Charles Evers, Brother of Medgar Evers and Civil Rights Icon, Dies at 97

July 23, 2020 Updated: July 23, 2020

Charles Evers, the older brother of slain civil rights leader Medgar Evers, died at home of natural causes on Wednesday at the age of 97.

Evers was surrounded by relatives at his daughter’s home in the Jackson, Mississippi, suburb of Brandon when he died, according to Rankin County Coroner David Ruth.

His death was confirmed by his granddaughter Courtney E. Cockrell. Evers’s death marked the third death of a prominent civil rights leader within a week, following Rev. C.T. Vivian and Rep. John Lewis. The pair, who both marched with Dr. Martin Luther King Jr., died on Friday.

Born on Sept. 11, 1922, in Decatur, Mississippi, Evers served in the U.S. military during World War II, and made history in 1969 when he became the first black mayor of the southwestern Mississippi town of Fayette, since Reconstruction.

He ran several businesses in Mississippi and Illinois, and became a candidate for governor in 1971 and United States senator in 1978, although he lost those elections.

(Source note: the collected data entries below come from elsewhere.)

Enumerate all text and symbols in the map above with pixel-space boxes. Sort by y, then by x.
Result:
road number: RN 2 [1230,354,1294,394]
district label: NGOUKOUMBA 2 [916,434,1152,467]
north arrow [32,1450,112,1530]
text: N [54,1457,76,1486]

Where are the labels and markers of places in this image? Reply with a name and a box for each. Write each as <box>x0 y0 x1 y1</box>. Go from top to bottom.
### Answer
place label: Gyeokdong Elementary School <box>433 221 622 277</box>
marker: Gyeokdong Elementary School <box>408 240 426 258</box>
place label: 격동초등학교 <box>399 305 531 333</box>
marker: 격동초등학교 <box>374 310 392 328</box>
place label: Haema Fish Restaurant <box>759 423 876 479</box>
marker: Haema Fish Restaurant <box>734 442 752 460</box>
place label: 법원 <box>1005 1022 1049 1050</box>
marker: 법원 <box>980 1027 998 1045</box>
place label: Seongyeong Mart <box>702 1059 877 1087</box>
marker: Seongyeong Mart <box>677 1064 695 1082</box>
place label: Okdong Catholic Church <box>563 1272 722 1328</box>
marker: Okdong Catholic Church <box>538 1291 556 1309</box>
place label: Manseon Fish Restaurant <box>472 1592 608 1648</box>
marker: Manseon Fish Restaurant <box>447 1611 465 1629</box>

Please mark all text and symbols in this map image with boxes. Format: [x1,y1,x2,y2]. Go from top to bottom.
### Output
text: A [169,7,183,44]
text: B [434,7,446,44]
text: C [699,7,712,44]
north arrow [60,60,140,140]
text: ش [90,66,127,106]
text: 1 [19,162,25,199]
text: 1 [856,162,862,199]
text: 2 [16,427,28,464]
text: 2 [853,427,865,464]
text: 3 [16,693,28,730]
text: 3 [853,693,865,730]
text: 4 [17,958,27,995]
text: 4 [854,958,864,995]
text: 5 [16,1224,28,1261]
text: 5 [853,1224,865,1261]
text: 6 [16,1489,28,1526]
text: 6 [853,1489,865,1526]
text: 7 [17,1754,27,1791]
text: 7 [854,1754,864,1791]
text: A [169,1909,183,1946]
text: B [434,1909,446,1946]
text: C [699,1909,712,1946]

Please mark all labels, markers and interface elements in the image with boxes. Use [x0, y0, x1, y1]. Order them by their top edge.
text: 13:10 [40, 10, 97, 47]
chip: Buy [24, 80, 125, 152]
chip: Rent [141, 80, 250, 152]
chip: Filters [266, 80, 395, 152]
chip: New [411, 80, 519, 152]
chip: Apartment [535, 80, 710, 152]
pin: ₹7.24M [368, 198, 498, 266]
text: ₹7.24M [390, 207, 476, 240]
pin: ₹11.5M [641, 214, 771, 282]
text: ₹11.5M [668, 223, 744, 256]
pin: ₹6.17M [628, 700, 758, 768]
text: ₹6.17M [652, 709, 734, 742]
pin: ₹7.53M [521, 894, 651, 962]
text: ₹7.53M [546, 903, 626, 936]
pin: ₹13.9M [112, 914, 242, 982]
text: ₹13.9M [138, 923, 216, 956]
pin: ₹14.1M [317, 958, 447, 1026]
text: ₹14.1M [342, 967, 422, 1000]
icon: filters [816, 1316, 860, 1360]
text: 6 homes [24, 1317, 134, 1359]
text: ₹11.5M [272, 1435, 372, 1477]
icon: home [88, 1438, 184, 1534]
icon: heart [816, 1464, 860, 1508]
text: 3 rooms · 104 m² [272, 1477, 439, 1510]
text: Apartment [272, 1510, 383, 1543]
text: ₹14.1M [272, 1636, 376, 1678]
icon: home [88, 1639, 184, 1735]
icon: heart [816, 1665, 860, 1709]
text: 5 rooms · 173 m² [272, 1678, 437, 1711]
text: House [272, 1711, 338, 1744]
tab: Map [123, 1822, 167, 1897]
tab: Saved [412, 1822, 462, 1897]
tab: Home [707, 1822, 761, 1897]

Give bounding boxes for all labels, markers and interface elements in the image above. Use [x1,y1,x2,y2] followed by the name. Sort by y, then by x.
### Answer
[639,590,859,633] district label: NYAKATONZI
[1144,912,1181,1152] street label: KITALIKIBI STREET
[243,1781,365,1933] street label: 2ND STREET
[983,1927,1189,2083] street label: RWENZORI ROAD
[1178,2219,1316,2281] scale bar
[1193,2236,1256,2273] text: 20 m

Evers took over for his brother as state field secretary for the Mississippi civil rights organization NAACP (the National Association for the Advancement of Colored People) after his assassination in June 1963.

Five years later, Byron De La Beckwith, a former fertilizer salesman and self-avowed white supremacist, went on trial twice in his brother’s killing, but all-white juries deadlocked and did not convict him. The case was reopened in 1994 and Beckwith was convicted of murder. That conviction was upheld by the Mississippi Supreme Court 3 years later.

“Before, the killer of a black man would go free. Now we know you just can’t go out and kill a black man or woman and nothing is done,” Charles Evers said at the time. “Justice finally came.”

medgar evers
Studio portrait of slain American civil rights activist Medgar Evers (1925-1963) in the early 1960s. (Hulton Archive/Getty Images)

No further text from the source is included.